Rock memoirs tend to fall into one of two categories: 1) the self-aggrandizement of a misfit whose life is a tsunami of drugs, sex, and fame. 2) the acrimonious account of every poor business decision and artistic compromise, where the plot is lost in an endless harangue of anyone the author cares to scold.
Richard Hell’s memoir is closer in spirit to the former, albeit a more philosophical than say Vince Neil’s memoir. True, huge swathes of the manuscript read like a laundry list of sexual conquests and a delusory second-hand existence, but the book’s tone is of a fond recollection for a beloved friend. In this case, friends and associates who helped create the myth of Richard Hell.

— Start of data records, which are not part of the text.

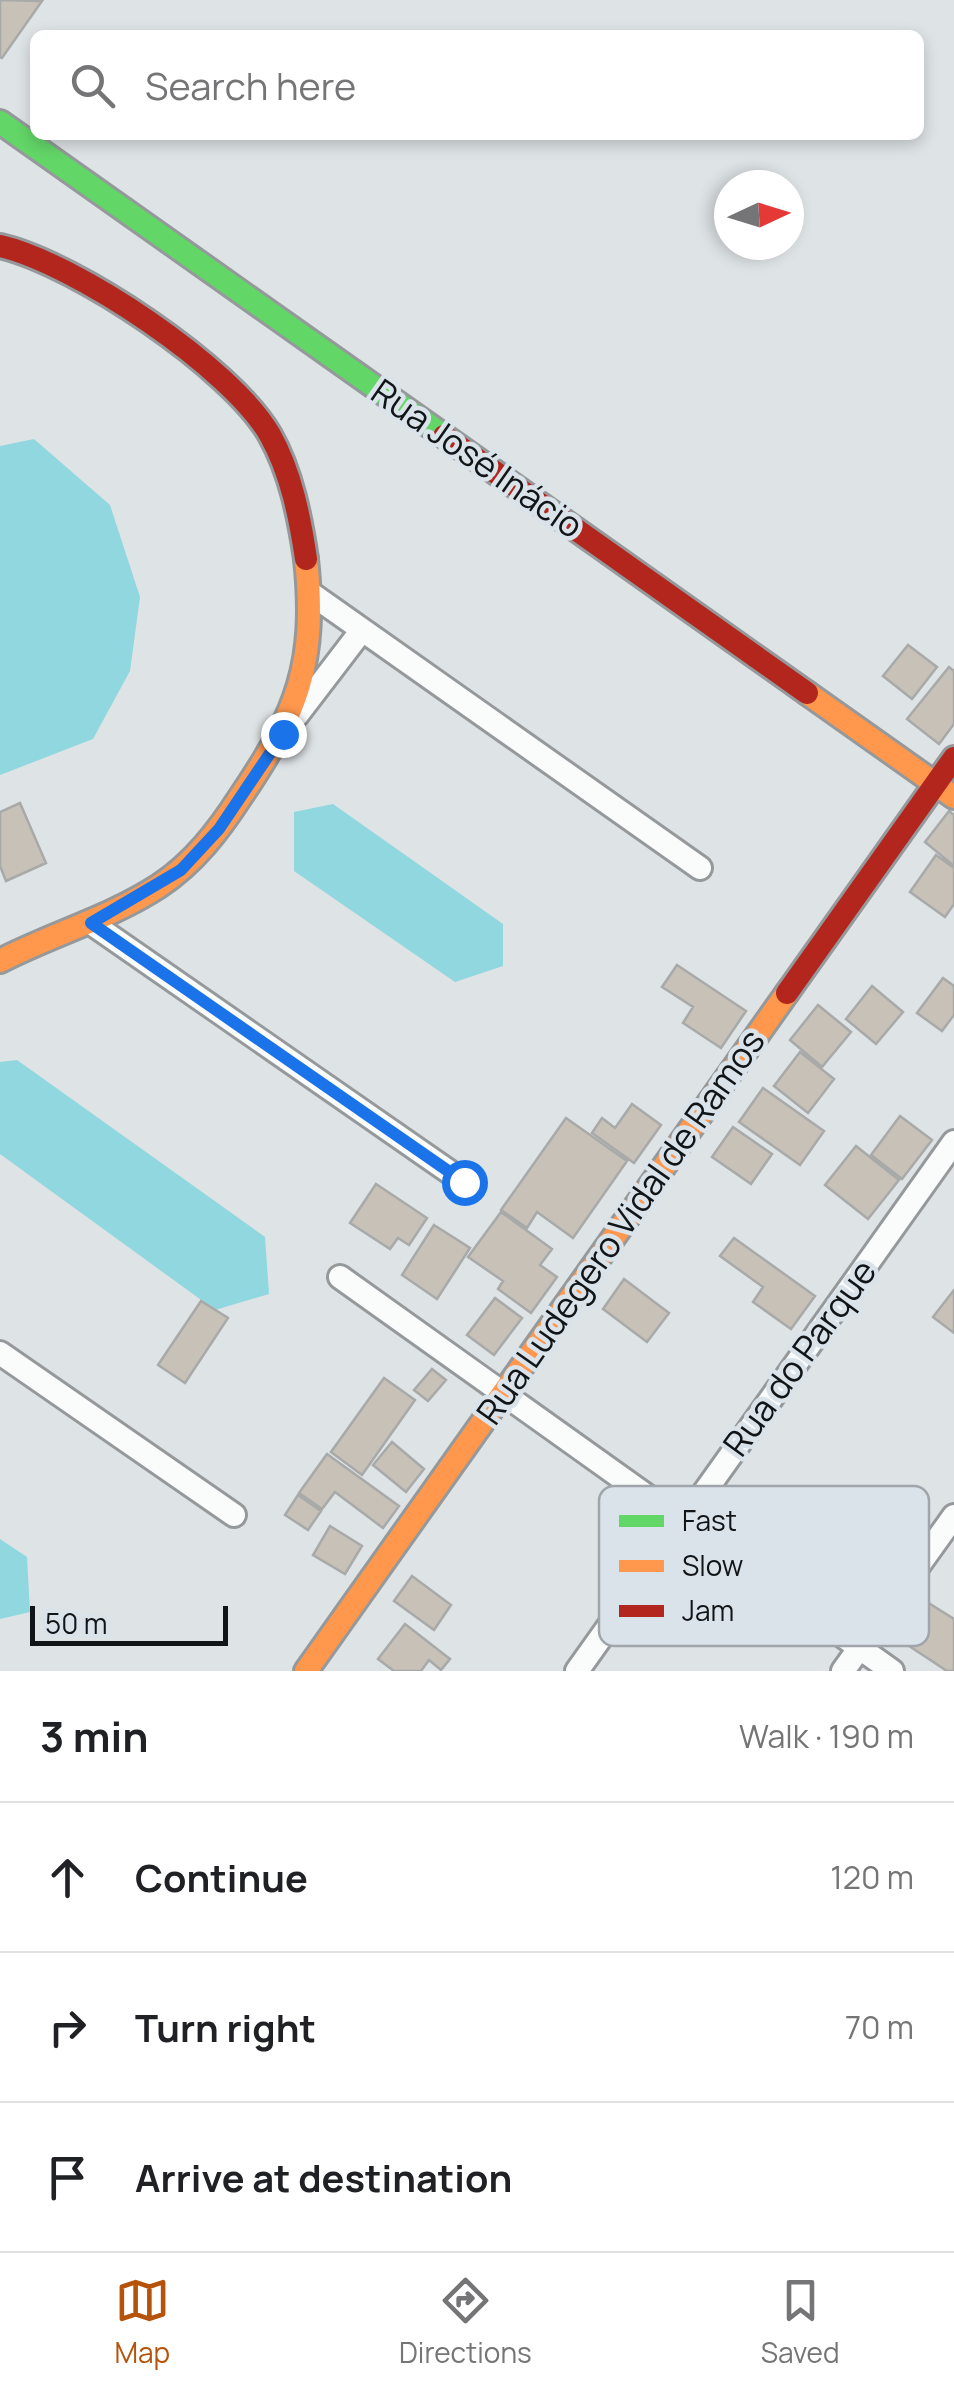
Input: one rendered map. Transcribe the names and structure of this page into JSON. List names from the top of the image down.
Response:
{
  "streets": {
    "street": ["Rua José Inácio", "Rua Ludegero Vidal de Ramos", "Rua do Parque"]
  },
  "crossings": [
    ["Rua José Inácio", "Rua Ludegero Vidal de Ramos"]
  ],
  "legend": ["Fast", "Slow", "Jam"],
  "scale_bar": "50 m",
  "north": "right",
  "page": {
    "search": "Search here",
    "scale": "50 m",
    "heading": ["3 min", "Walk · 190 m"],
    "list": [
      ["Continue", "120 m"],
      ["Turn right", "70 m"],
      "Arrive at destination"
    ],
    "nav": ["Map", "Directions", "Saved"]
  }
}
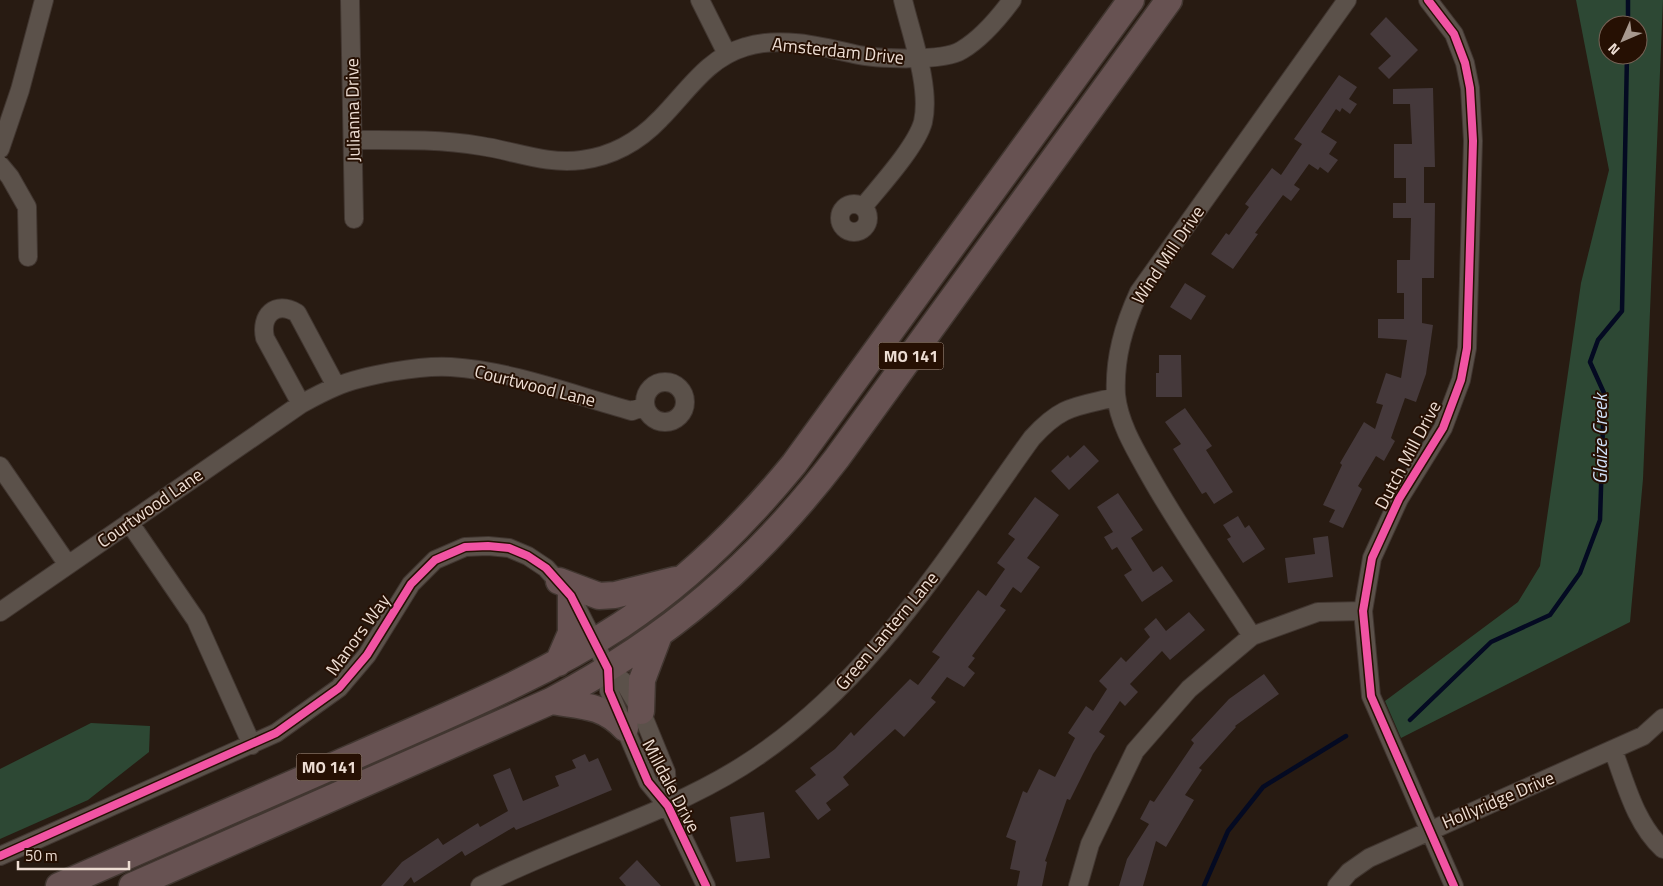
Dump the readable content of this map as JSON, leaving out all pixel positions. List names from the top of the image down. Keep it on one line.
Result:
{"streets":{"highway":["MO 141"],"street":["Amsterdam Drive","Julianna Drive","Wind Mill Drive","Courtwood Lane","Dutch Mill Drive","Green Lantern Lane","Manors Way","Milldale Drive","Hollyridge Drive"]},"crossings":[["Amsterdam Drive","Julianna Drive"],["Wind Mill Drive","Green Lantern Lane"],["MO 141","Manors Way"],["MO 141","Milldale Drive"],["Dutch Mill Drive","Hollyridge Drive"],["Green Lantern Lane","Milldale Drive"],["Manors Way","Milldale Drive"]],"water":["Glaize Creek"],"scale_bar":"50 m","north":"bottom left"}
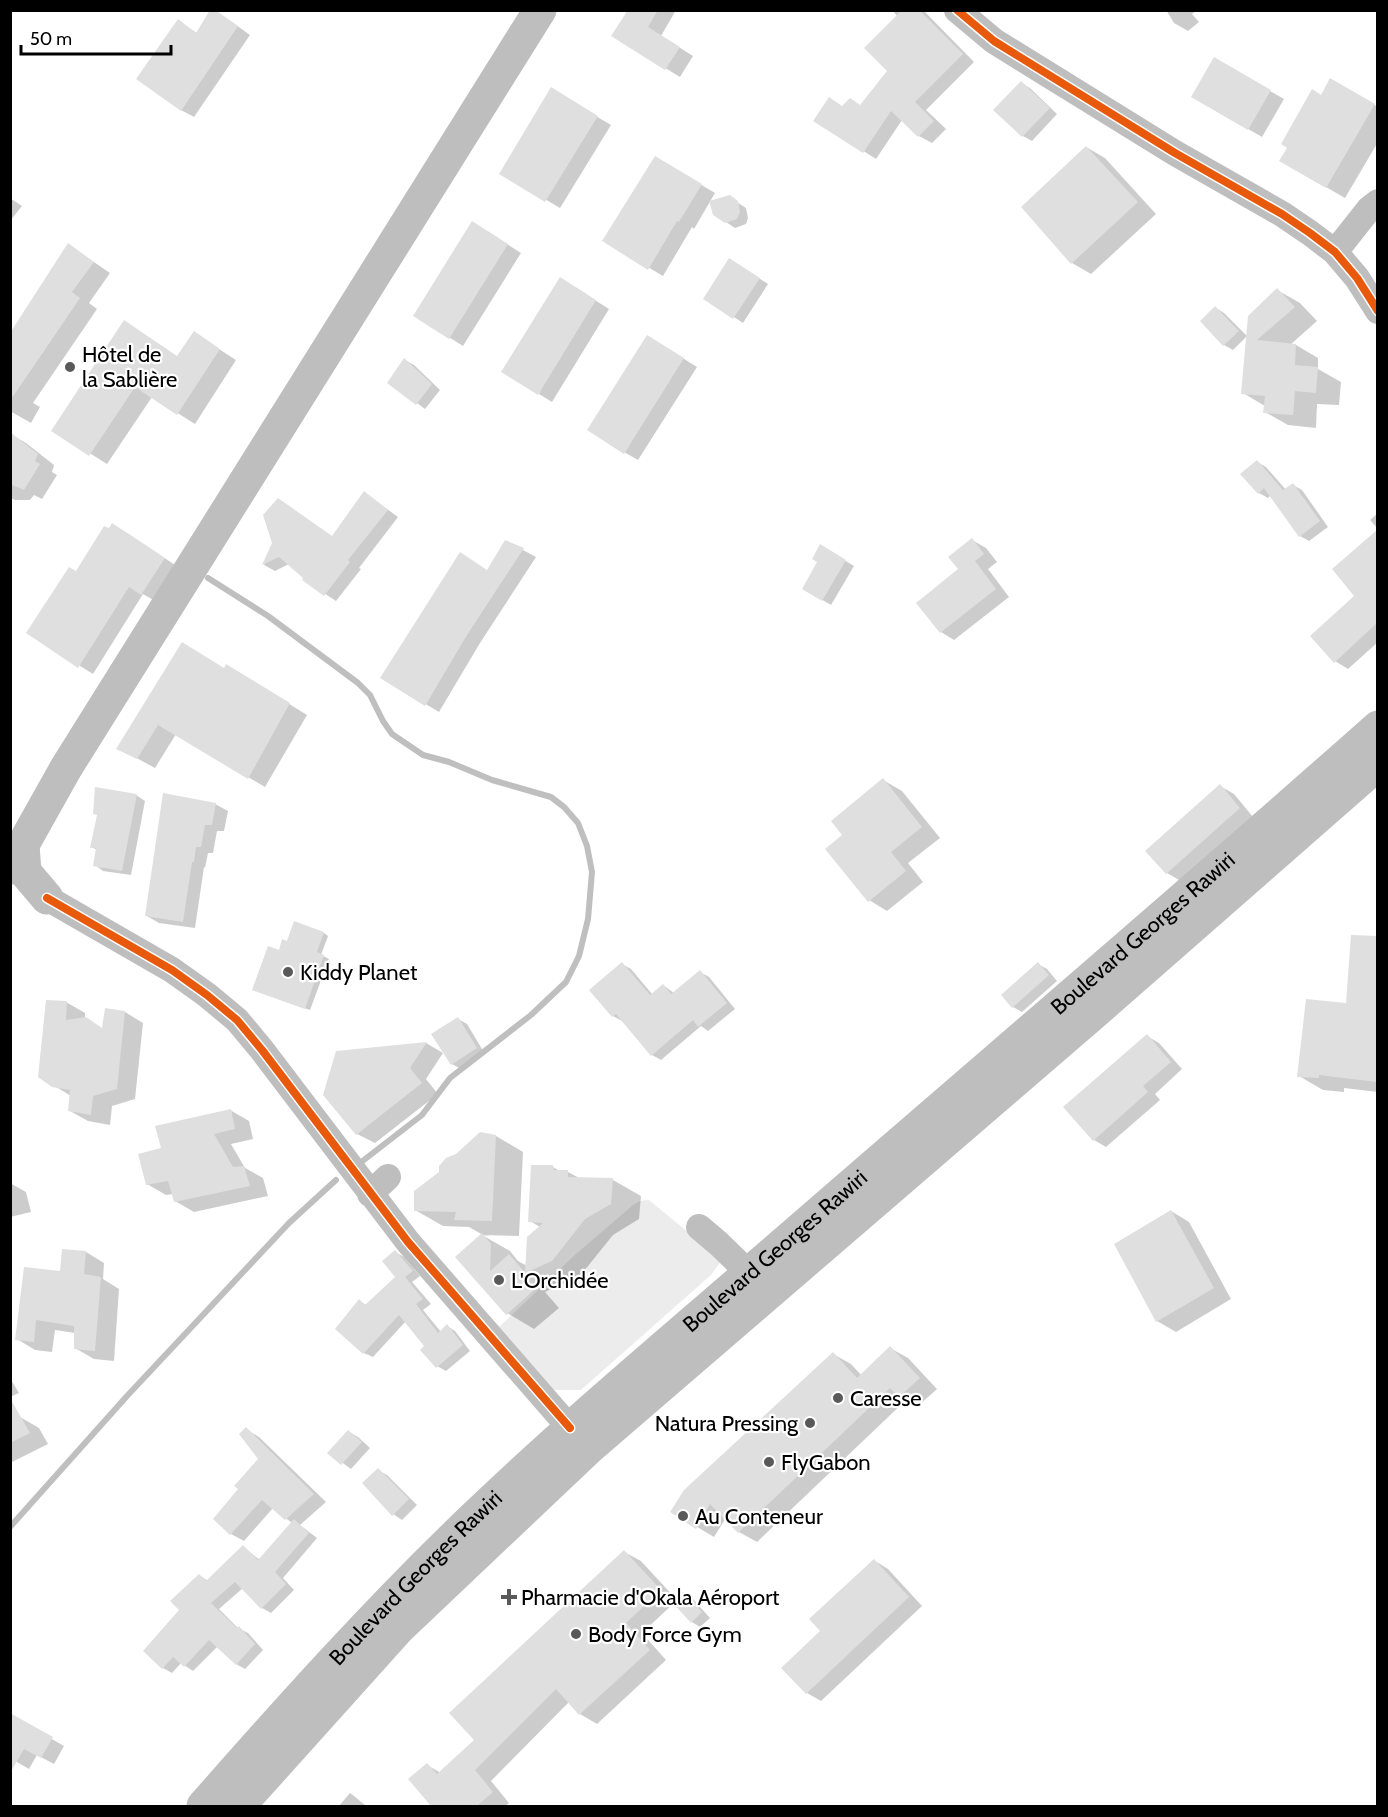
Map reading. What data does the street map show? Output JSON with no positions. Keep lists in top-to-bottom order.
{
  "streets": {
    "main road": ["Boulevard Georges Rawiri"]
  },
  "places": {
    "other": [
      "Hôtel de la Sablière",
      "Kiddy Planet",
      "L'Orchidée",
      "Caresse",
      "Natura Pressing",
      "FlyGabon",
      "Au Conteneur",
      "Body Force Gym"
    ],
    "health": ["Pharmacie d'Okala Aéroport"]
  },
  "scale_bar": "50 m"
}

Hell, dropped out of high school, moved from Kentucky to New York on a whim to write poetry and founded a poetry magazine before he picked up a bass. His foil at this time was Tom Verlaine, arguably the era’s most literate guitar god, and together they would form Television; the nascent murmur of punk rock was set in motion. (Television would go on to critical acclaim but little else, although the Hell-less Marquee Moon album from 1977 is a stone cold classic).
Hell’s musical proclivities come across as diffident, sporadic, and unfocused. But when he did commit to music he made some magic: in the nascent version of Television, with the Heartbreakers (not Tom Petty’s band but these guys) and the Voidoids. Hell just may be the first icon in rock or punk about whom it can be truthfully said felt no desire to be an Elvis manqué.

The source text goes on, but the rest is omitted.